Довольно часто, даже чаще, чем коловертец, каминчанин мечтает о будущем, а коловертец погружен в мучительные размышления о настоящем.
О чем же мечтает правоверный каминчанин в кругу семьи, в субботние, воскресные и праздничные дни, перед отходом ко сну — в те немногие мгновения жизни, когда он не занят выполнением рабочего плана или заботами по дому?
Каминчанин мечтает о том, как жизнь с годами будет становиться все лучше. В конце концов она станет такой хорошей, что ей будет очень трудно стать еще более хорошей, но, несмотря на трудности, еще более хорошей она все равно станет. Человек будет с утра ходить на работу, днем помогать жене (мужу) по хозяйству, смотреть по телевизору футбольные и хоккейные состязания (многосерийные телефильмы), а по вечерам ходить в кино или сидеть с приятелями (приятельницами) за товарищеским ужином или предаваться иным развлечениям и удовольствиям. Словом, жизнь станет прекрасной, и будущие поколения будут с благодарностью вспоминать самоотверженный труд каминчанина последней четверти двадцатого столетия.
А коловертец — о каком будущем мечтает он? Молодой, романтически настроенный коловертец мысленно видит картину мира, населенного исключительно коловертцами, которым не приходится заботиться о хлебе насущном, ибо о таковом заботятся управляемые машины. Человек же занят исключительно интеллектуальным трудом — с утра и до вечера занят, так как интеллектуальный труд является не только работой, но и естественной формой его жизни, способом существования на земле. Коловертец будущего спешит постичь устройство мира, подчинив свою судьбу великой цели. Чем полнее вбирает она в себя существо коловертца, тем более наполненной представляется ему жизнь. Коловертцу будущего не придется тратить времени даже на еду: нескольких специальных таблеток хватит на неделю. Сон также будет ограничен до минимума. Захотел коловертец заняться какой-нибудь новой проблемой — пожалуйста. Никто не чинит ему препятствий, не настаивает на технико-экономическом обосновании темы. Если он, например, биолог, то никто не потребует, чтобы он был еще и конструктором, экономистом, инженером и обладал прочими чисто каминчанскими достоинствами.

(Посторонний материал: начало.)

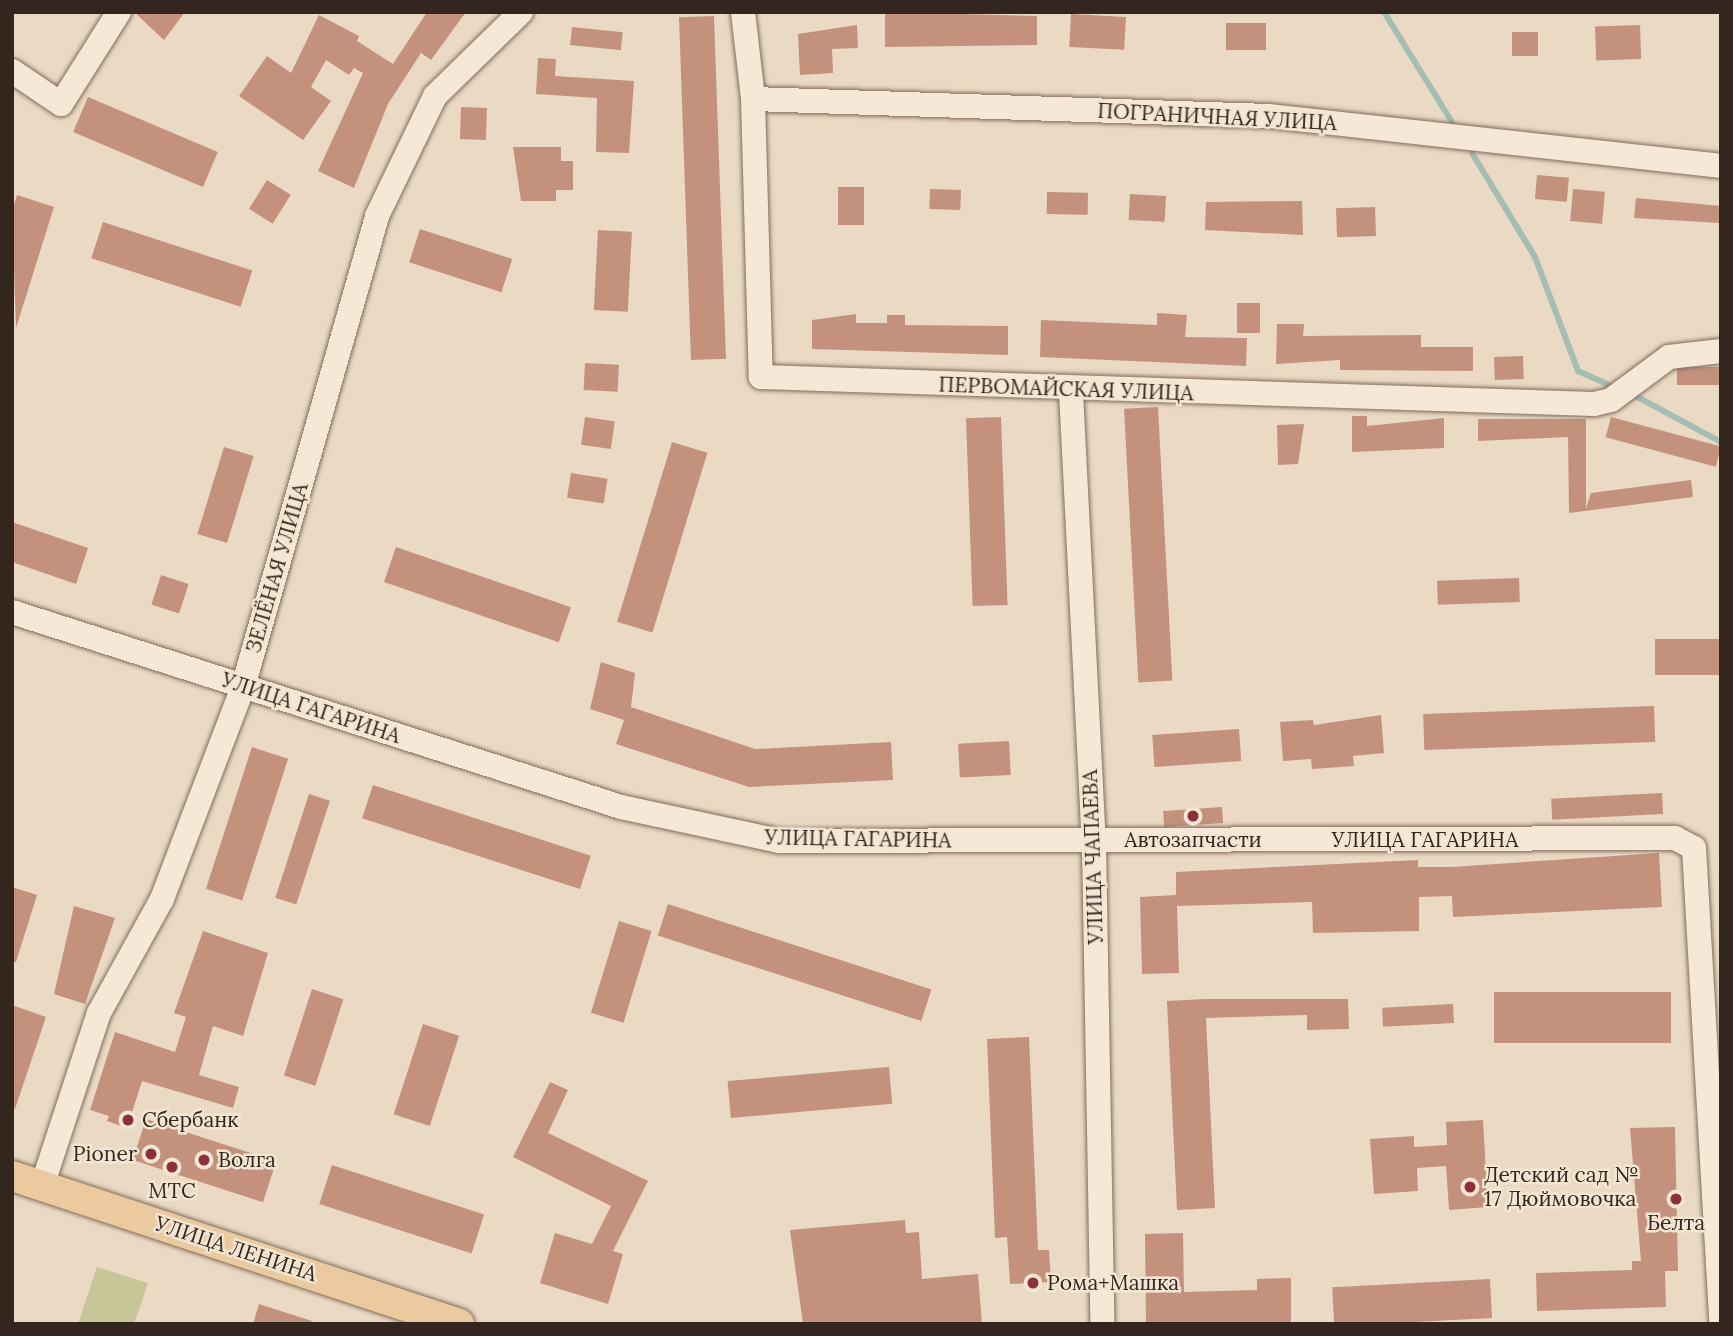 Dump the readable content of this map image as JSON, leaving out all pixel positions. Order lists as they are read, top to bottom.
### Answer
{
  "streets": {
    "main road": ["УЛИЦА ЛЕНИНА"],
    "street": [
      "ПОГРАНИЧНАЯ УЛИЦА",
      "ПЕРВОМАЙСКАЯ УЛИЦА",
      "ЗЕЛЁНАЯ УЛИЦА",
      "УЛИЦА ГАГАРИНА",
      "УЛИЦА ЧАПАЕВА"
    ]
  },
  "crossings": [
    ["ПОГРАНИЧНАЯ УЛИЦА", "ПЕРВОМАЙСКАЯ УЛИЦА"],
    ["ПЕРВОМАЙСКАЯ УЛИЦА", "УЛИЦА ЧАПАЕВА"],
    ["ЗЕЛЁНАЯ УЛИЦА", "УЛИЦА ГАГАРИНА"],
    ["ЗЕЛЁНАЯ УЛИЦА", "УЛИЦА ЛЕНИНА"],
    ["УЛИЦА ГАГАРИНА", "УЛИЦА ЧАПАЕВА"]
  ],
  "places": [
    "Автозапчасти",
    "Сбербанк",
    "Pioner",
    "Волга",
    "МТС",
    "Детский сад № 17 Дюймовочка",
    "Белта",
    "Рома+Машка"
  ]
}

В мечтах даже в большей степени, чем в повседневной жизни, коловертец и каминчанин проявляют себя. Ведь каково живется, таково и спится. Мечты дают человеку то, что он, как ему кажется, хочет иметь, но не имеет в жизни. Поэтому каминчанин в мечтах увеличивает свой аппетит до чревоугодия героев пантагрюэльской хроники, а коловертец в своем аскетизме превосходит знаменитого идальго. В самом деле, мечты — это тот же сон. Все в них преувеличено: желания, страхи, надежды, и реальное на каждом шагу соседствует с фантастическим.
Два диалектически противоположных типа характера, о которых идет речь, не представляют собой нечто застывшее и неизменное. Они находятся в постоянном движении и взаимодействии, подобно электронным облакам химической связи. Ведь оторванные от земли коловертцы и приплюснутые к земле, точно камбалы к морскому дну, каминчане, работающие с соисполнителями по форме номер пять, — это крайности, между которыми находится обыкновенный житель Каминска, считающий, что человек может быть счастлив лишь тогда, когда имеет возможность быть полезным и зарабатывать деньги любимым трудом.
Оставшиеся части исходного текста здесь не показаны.